#### Data supplied ####

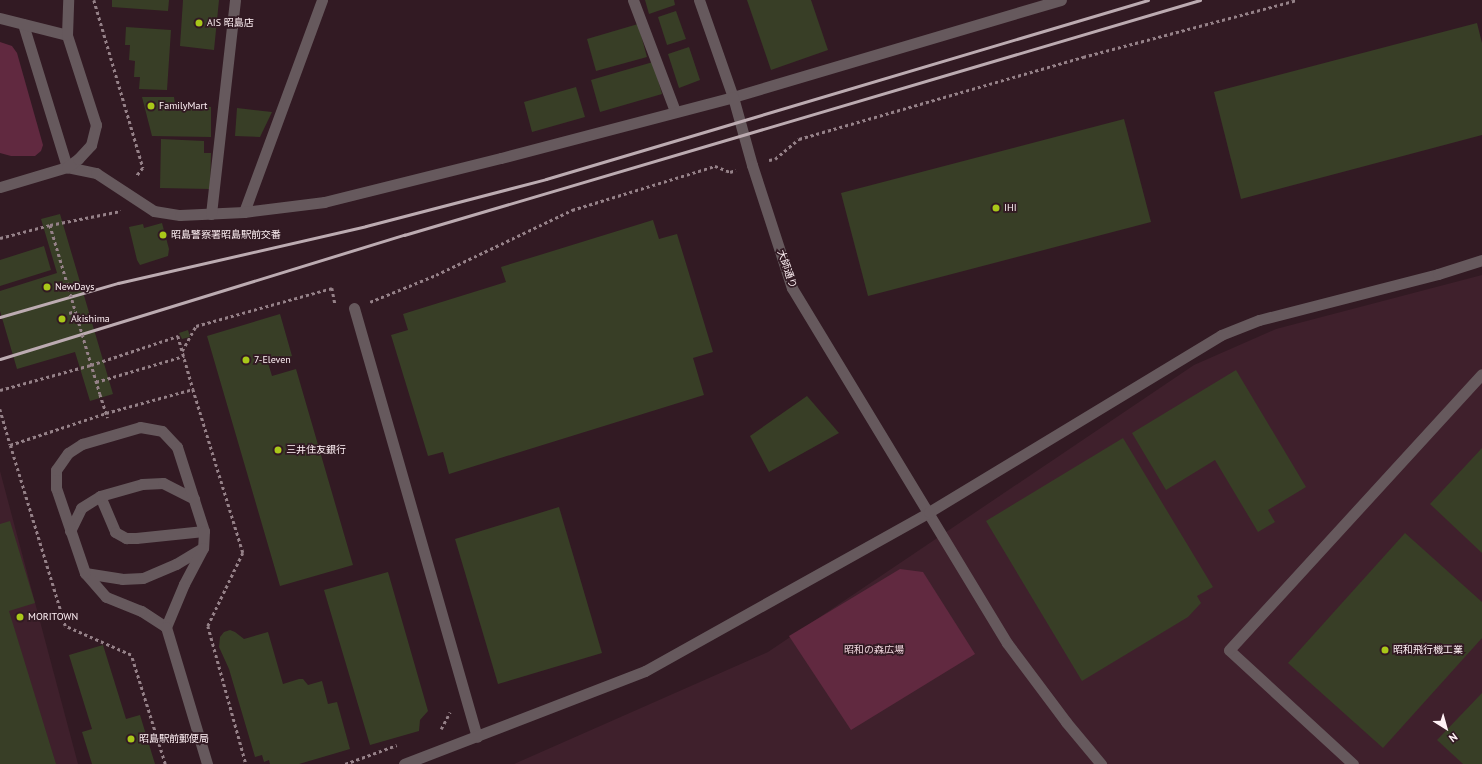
<!DOCTYPE html>
<meta charset="utf-8">
<style>
body{margin:0}
#map{position:relative;width:1482px;height:764px;overflow:hidden;background:#321a23;font-family:"PT Sans","Noto Sans JP",sans-serif}
div>[style]{position:absolute}
.built>*{inset:0;background:#3f202c}
.green>*{inset:0;background:#612940}
.building>*{inset:0;background:#383e26}
.path>*{height:2.5px;margin-top:-1.25px;transform-origin:0;background:repeating-linear-gradient(90deg,#958188 0 3px,transparent 0 6px)}
.service>*{height:11px;margin:-5.5px;padding:0 5.5px;transform-origin:5.5px;border-radius:5.5px;background:#66595d}
.minor>*{height:11px;margin:-5.5px;padding:0 5.5px;transform-origin:5.5px;border-radius:5.5px;background:#66595d}
.tertiary>*{height:11px;margin:-5.5px;padding:0 5.5px;transform-origin:5.5px;border-radius:5.5px;background:#66595d}
.rail>*{height:3px;margin:-1.5px;padding:0 1.5px;transform-origin:1.5px;border-radius:1.5px;background:#bcabb1}
.path-bridge>*{height:2.5px;margin-top:-1.25px;transform-origin:0;background:repeating-linear-gradient(90deg,#958188 0 3px,transparent 0 6px)}
.dots>*{width:11px;height:11px;translate:-50% -50%;box-sizing:border-box;border:2px solid #321a23;border-radius:50%}
span{translate:-50% -50%;white-space:nowrap;text-align:center;line-height:1.15;-webkit-text-stroke:3.5px #321a23;paint-order:stroke}
.poi-label{font-size:10px;color:#fff1f5}
.left{translate:0 -50%;text-align:left}
.street-label{font-size:10px;color:#fff1f5}
.park-label{font-size:10px;color:#f1d8df}
.north{position:absolute;left:1426px;top:708px;width:40px;height:40px;-webkit-text-stroke:3px #321a23;paint-order:stroke;rotate:143deg;font-size:11px;font-weight:700;line-height:16px;text-align:center;color:#fff1f5}
.north::after{content:'';display:block;margin:auto;width:14px;height:18px;background:#fff1f5;clip-path:polygon(50% 0,100% 100%,50% 72%,0 100%)}
</style>
<div id="map">
<div class="built">
<div style="clip-path:polygon(1482px 275px,1482px 764px,514px 764px,768px 652px,1194px 365px,1276px 329px)"></div>
<div style="clip-path:polygon(0 471px,78px 764px,0 764px)"></div>
</div>
<div class="green">
<div style="clip-path:polygon(0 42px,12px 46px,17px 53px,43px 145px,41px 151px,35px 156px,11px 156px,0 153px)"></div>
<div style="clip-path:polygon(900px 569px,923px 572px,975px 654px,851px 730px,789px 636px)"></div>
</div>
<div class="building">
<div style="clip-path:polygon(112px 0,169px 0,168px 11px,112px 7px)"></div>
<div style="clip-path:polygon(183px 0,219px 0,214px 50px,180px 46px)"></div>
<div style="clip-path:polygon(645px 0,674px 0,675px 5px,649px 14px)"></div>
<div style="clip-path:polygon(747px 0,811px 0,828px 50px,771px 70px)"></div>
<div style="clip-path:polygon(676px 11px,686px 39px,667px 45px,658px 17px)"></div>
<div style="clip-path:polygon(1477px 23px,1482px 43px,1482px 135px,1241px 199px,1214px 92px)"></div>
<div style="clip-path:polygon(638px 24px,647px 57px,596px 71px,587px 39px)"></div>
<div style="clip-path:polygon(126px 27px,171px 30px,167px 90px,139px 89px,140px 77px,134px 77px,135px 61px,129px 60px,130px 45px,125px 45px)"></div>
<div style="clip-path:polygon(689px 47px,700px 80px,679px 88px,668px 54px)"></div>
<div style="clip-path:polygon(653px 62px,662px 94px,600px 112px,591px 80px)"></div>
<div style="clip-path:polygon(576px 87px,585px 117px,532px 132px,524px 102px)"></div>
<div style="clip-path:polygon(142px 97px,174px 97px,175px 104px,211px 107px,211px 137px,152px 136px)"></div>
<div style="clip-path:polygon(237px 108px,272px 112px,260px 137px,235px 136px)"></div>
<div style="clip-path:polygon(1124px 119px,1151px 222px,868px 296px,841px 193px)"></div>
<div style="clip-path:polygon(161px 139px,204px 141px,204px 153px,211px 153px,210px 189px,160px 188px)"></div>
<div style="clip-path:polygon(60px 214px,113px 394px,90px 401px,75px 352px,17px 369px,0 311px,0 291px,57px 273px,41px 219px)"></div>
<div style="clip-path:polygon(653px 220px,659px 239px,677px 234px,713px 352px,693px 358px,704px 395px,449px 474px,443px 452px,428px 456px,391px 335px,408px 330px,403px 314px,506px 282px,501px 267px)"></div>
<div style="clip-path:polygon(162px 223px,169px 249px,168px 256px,140px 265px,137px 260px,129px 227px,143px 224px,144px 228px)"></div>
<div style="clip-path:polygon(44px 246px,51px 270px,0 286px,0 260px)"></div>
<div style="clip-path:polygon(280px 314px,292px 356px,268px 363px,272px 376px,296px 369px,353px 565px,280px 586px,207px 336px)"></div>
<div style="clip-path:polygon(188px 330px,190px 337px,182px 339px,179px 333px)"></div>
<div style="clip-path:polygon(1236px 370px,1306px 487px,1268px 510px,1275px 522px,1258px 532px,1215px 460px,1166px 490px,1132px 433px)"></div>
<div style="clip-path:polygon(807px 396px,839px 433px,769px 472px,750px 436px)"></div>
<div style="clip-path:polygon(1123px 438px,1213px 587px,1197px 596px,1201px 603px,1188px 617px,1082px 681px,986px 521px)"></div>
<div style="clip-path:polygon(1482px 448px,1482px 553px,1430px 504px)"></div>
<div style="clip-path:polygon(559px 507px,602px 653px,498px 684px,455px 539px)"></div>
<div style="clip-path:polygon(10px 521px,35px 603px,9px 611px,56px 764px,0 764px,0 524px)"></div>
<div style="clip-path:polygon(1405px 533px,1482px 602px,1482px 638px,1383px 748px,1288px 663px)"></div>
<div style="clip-path:polygon(388px 572px,428px 711px,420px 720px,419px 731px,370px 745px,324px 590px)"></div>
<div style="clip-path:polygon(230px 630px,235px 632px,244px 639px,268px 632px,283px 684px,299px 679px,303px 679px,308px 685px,322px 681px,328px 704px,337px 702px,350px 749px,299px 764px,270px 764px,269px 760px,264px 762px,262px 755px,255px 757px,229px 669px,219px 647px,220px 637px,224px 632px)"></div>
<div style="clip-path:polygon(103px 645px,126px 719px,140px 715px,155px 764px,92px 764px,82px 732px,92px 729px,69px 655px)"></div>
<div style="clip-path:polygon(1482px 693px,1482px 764px,1463px 764px,1437px 740px)"></div>
</div>
<div class="path">
<div style="left:94px;top:0;width:175px;rotate:73.7deg"></div>
<div style="left:143px;top:168px;width:11px;rotate:128deg"></div>
<div style="left:769px;top:160px;width:6px;rotate:-9deg"></div>
<div style="left:775px;top:159px;width:31px;rotate:-40deg"></div>
<div style="left:799px;top:139px;width:296px;rotate:-16.1deg"></div>
<div style="left:1083px;top:57px;width:221px;rotate:-14.9deg"></div>
<div style="left:0;top:238px;width:52px;rotate:-14.6deg"></div>
<div style="left:50px;top:225px;width:72px;rotate:-11.2deg"></div>
<div style="left:370px;top:302px;width:71px;rotate:-22.2deg"></div>
<div style="left:436px;top:275px;width:151px;rotate:-25.5deg"></div>
<div style="left:572px;top:210px;width:150px;rotate:-17.1deg"></div>
<div style="left:715px;top:166px;width:16px;rotate:22deg"></div>
<div style="left:730px;top:172px;width:6px;rotate:-18deg"></div>
<div style="left:69px;top:313px;width:6px;rotate:-18deg"></div>
<div style="left:182px;top:351px;width:29px;rotate:-61deg"></div>
<div style="left:196px;top:326px;width:141px;rotate:-15.6deg"></div>
<div style="left:332px;top:288px;width:16px;rotate:79deg"></div>
<div style="left:96px;top:382px;width:92px;rotate:-16.5deg"></div>
<div style="left:0;top:390px;width:94px;rotate:-15.4deg"></div>
<div style="left:91px;top:365px;width:92px;rotate:-18.4deg"></div>
<div style="left:178px;top:336px;width:55px;rotate:74.2deg"></div>
<div style="left:100px;top:394px;width:25px;rotate:72deg"></div>
<div style="left:0;top:409px;width:37px;rotate:74deg"></div>
<div style="left:441px;top:729px;width:19px;rotate:-62deg"></div>
<div style="left:165px;top:764px;width:114px;rotate:-107.3deg"></div>
<div style="left:131px;top:655px;width:72px;rotate:-156.3deg"></div>
<div style="left:65px;top:626px;width:189px;rotate:-106.9deg"></div>
<div style="left:10px;top:445px;width:101px;rotate:-18.4deg"></div>
<div style="left:106px;top:413px;width:90px;rotate:-15.4deg"></div>
<div style="left:193px;top:389px;width:171px;rotate:73deg"></div>
<div style="left:243px;top:553px;width:81px;rotate:115.6deg"></div>
<div style="left:208px;top:626px;width:143px;rotate:74.6deg"></div>
<div style="left:345px;top:764px;width:55px;rotate:-20.1deg"></div>
</div>
<div class="service">
<div style="left:633px;top:0;width:119px;rotate:69.3deg"></div>
<div style="left:23px;top:24px;width:150px;rotate:72.9deg"></div>
<div style="left:244px;top:212px;width:226px;rotate:-69.8deg"></div>
<div style="left:100px;top:496px;width:39px;rotate:67deg"></div>
<div style="left:115px;top:532px;width:13px;rotate:29deg"></div>
<div style="left:126px;top:538px;width:10px"></div>
<div style="left:136px;top:538px;width:68px;rotate:-5.9deg"></div>
<div style="left:70px;top:531px;width:25px;rotate:-64deg"></div>
<div style="left:81px;top:508px;width:22px;rotate:-32deg"></div>
<div style="left:100px;top:496px;width:44px;rotate:-15.9deg"></div>
<div style="left:142px;top:484px;width:21px;rotate:-3deg"></div>
<div style="left:163px;top:483px;width:35px;rotate:27deg"></div>
<div style="left:85px;top:573px;width:37px;rotate:9deg"></div>
<div style="left:122px;top:579px;width:21px;rotate:-3deg"></div>
<div style="left:143px;top:578px;width:36px;rotate:-23deg"></div>
<div style="left:176px;top:564px;width:31px;rotate:-31deg"></div>
<div style="left:1353px;top:764px;width:168px;rotate:-137.4deg"></div>
<div style="left:1229px;top:650px;width:374px;rotate:-47.5deg"></div>
</div>
<div class="minor">
<div style="left:0;top:18px;width:69px;rotate:14.2deg"></div>
<div style="left:67px;top:167px;width:30px;rotate:12deg"></div>
<div style="left:96px;top:173px;width:69px;rotate:33.2deg"></div>
<div style="left:154px;top:211px;width:26px;rotate:9deg"></div>
<div style="left:180px;top:215px;width:64px;rotate:-2.7deg"></div>
<div style="left:244px;top:212px;width:81px;rotate:-7.1deg"></div>
<div style="left:324px;top:202px;width:182px;rotate:-14deg"></div>
<div style="left:501px;top:158px;width:240px;rotate:-14.7deg"></div>
<div style="left:733px;top:97px;width:342px;rotate:-16.5deg"></div>
<div style="left:0;top:187px;width:70px;rotate:-16.6deg"></div>
<div style="left:67px;top:167px;width:14px;rotate:-36deg"></div>
<div style="left:78px;top:159px;width:19px;rotate:-47deg"></div>
<div style="left:91px;top:145px;width:21px;rotate:-76deg"></div>
<div style="left:96px;top:125px;width:95px;rotate:-107.9deg"></div>
<div style="left:67px;top:35px;width:35px;rotate:-88deg"></div>
<div style="left:211px;top:214px;width:215px;rotate:-83.6deg"></div>
<div style="left:354px;top:308px;width:446px;rotate:74deg"></div>
<div style="left:140px;top:427px;width:22px;rotate:10deg"></div>
<div style="left:162px;top:431px;width:22px;rotate:47deg"></div>
<div style="left:177px;top:447px;width:88px;rotate:72.2deg"></div>
<div style="left:204px;top:531px;width:17px;rotate:93deg"></div>
<div style="left:203px;top:548px;width:41px;rotate:117.8deg"></div>
<div style="left:184px;top:584px;width:47px;rotate:112.7deg"></div>
<div style="left:166px;top:627px;width:30px;rotate:-147deg"></div>
<div style="left:141px;top:611px;width:38px;rotate:-158deg"></div>
<div style="left:106px;top:597px;width:32px;rotate:-131deg"></div>
<div style="left:85px;top:573px;width:90px;rotate:-108.8deg"></div>
<div style="left:56px;top:488px;width:18px;rotate:-90deg"></div>
<div style="left:56px;top:470px;width:21px;rotate:-55deg"></div>
<div style="left:68px;top:453px;width:17px;rotate:-33deg"></div>
<div style="left:82px;top:444px;width:60px;rotate:-16.3deg"></div>
</div>
<div class="tertiary">
<div style="left:699px;top:0;width:103px;rotate:70.7deg"></div>
<div style="left:733px;top:97px;width:71px;rotate:74.4deg"></div>
<div style="left:752px;top:165px;width:129px;rotate:72deg"></div>
<div style="left:792px;top:288px;width:415px;rotate:58.8deg"></div>
<div style="left:1007px;top:643px;width:99px;rotate:53.2deg"></div>
<div style="left:1066px;top:722px;width:55px;rotate:50.2deg"></div>
<div style="left:166px;top:627px;width:143px;rotate:73.3deg"></div>
<div style="left:404px;top:764px;width:258px;rotate:-21.1deg"></div>
<div style="left:645px;top:671px;width:325px;rotate:-29.2deg"></div>
<div style="left:929px;top:512px;width:341px;rotate:-31.2deg"></div>
<div style="left:1221px;top:335px;width:41px;rotate:-21.5deg"></div>
<div style="left:1259px;top:320px;width:185px;rotate:-14.4deg"></div>
<div style="left:1438px;top:274px;width:46px;rotate:-17.7deg"></div>
</div>
<div class="rail">
<div style="left:0;top:317px;width:123px;rotate:-16.1deg"></div>
<div style="left:118px;top:283px;width:254px;rotate:-12.9deg"></div>
<div style="left:366px;top:226px;width:186px;rotate:-14.6deg"></div>
<div style="left:546px;top:179px;width:628px;rotate:-16.56deg"></div>
<div style="left:0;top:359px;width:423px;rotate:-17.1deg"></div>
<div style="left:404px;top:235px;width:830px;rotate:-16.45deg"></div>
</div>
<div class="path-bridge">
<div style="left:50px;top:225px;width:176px;rotate:73.5deg"></div>
</div>
<div class="dots">
<div style="left:199px;top:23px;background:#a9c719"></div>
<div style="left:151px;top:106px;background:#a9c719"></div>
<div style="left:996px;top:208px;background:#a9c719"></div>
<div style="left:163px;top:235px;background:#a9c719"></div>
<div style="left:47px;top:287px;background:#a9c719"></div>
<div style="left:62px;top:319px;background:#a9c719"></div>
<div style="left:246px;top:360px;background:#a9c719"></div>
<div style="left:278px;top:450px;background:#a9c719"></div>
<div style="left:20px;top:617px;background:#a9c719"></div>
<div style="left:1385px;top:650px;background:#a9c719"></div>
<div style="left:131px;top:739px;background:#a9c719"></div>
</div>
<div class="poi-label">
<span class="left" style="left:207px;top:23px">AIS 昭島店</span>
<span class="left" style="left:159px;top:106px">FamilyMart</span>
<span class="left" style="left:1004px;top:208px">IHI</span>
<span class="left" style="left:171px;top:235px">昭島警察署昭島駅前交番</span>
<span class="left" style="left:55px;top:287px">NewDays</span>
<span class="left" style="left:71px;top:319px">Akishima</span>
<span class="left" style="left:254px;top:360px">7-Eleven</span>
<span class="left" style="left:286px;top:450px">三井住友銀行</span>
<span class="left" style="left:28px;top:617px">MORITOWN</span>
<span class="left" style="left:1393px;top:650px">昭和飛行機工業</span>
<span class="left" style="left:139px;top:739px">昭島駅前郵便局</span>
</div>
<div class="street-label">
<span style="left:787px;top:269px;rotate:71deg">大師通り</span>
</div>
<div class="park-label">
<span style="left:874px;top:650px">昭和の森広場</span>
</div>
<div class="north">N</div>
</div>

####

[Required work] Scan the records for lines that hold "size", and reproduce each one you find.

[Answer section]
.poi-label{font-size:10px;color:#fff1f5}
.street-label{font-size:10px;color:#fff1f5}
.park-label{font-size:10px;color:#f1d8df}
.north{position:absolute;left:1426px;top:708px;width:40px;height:40px;-webkit-text-stroke:3px #321a23;paint-order:stroke;rotate:143deg;font-size:11px;font-weight:700;line-height:16px;text-align:center;color:#fff1f5}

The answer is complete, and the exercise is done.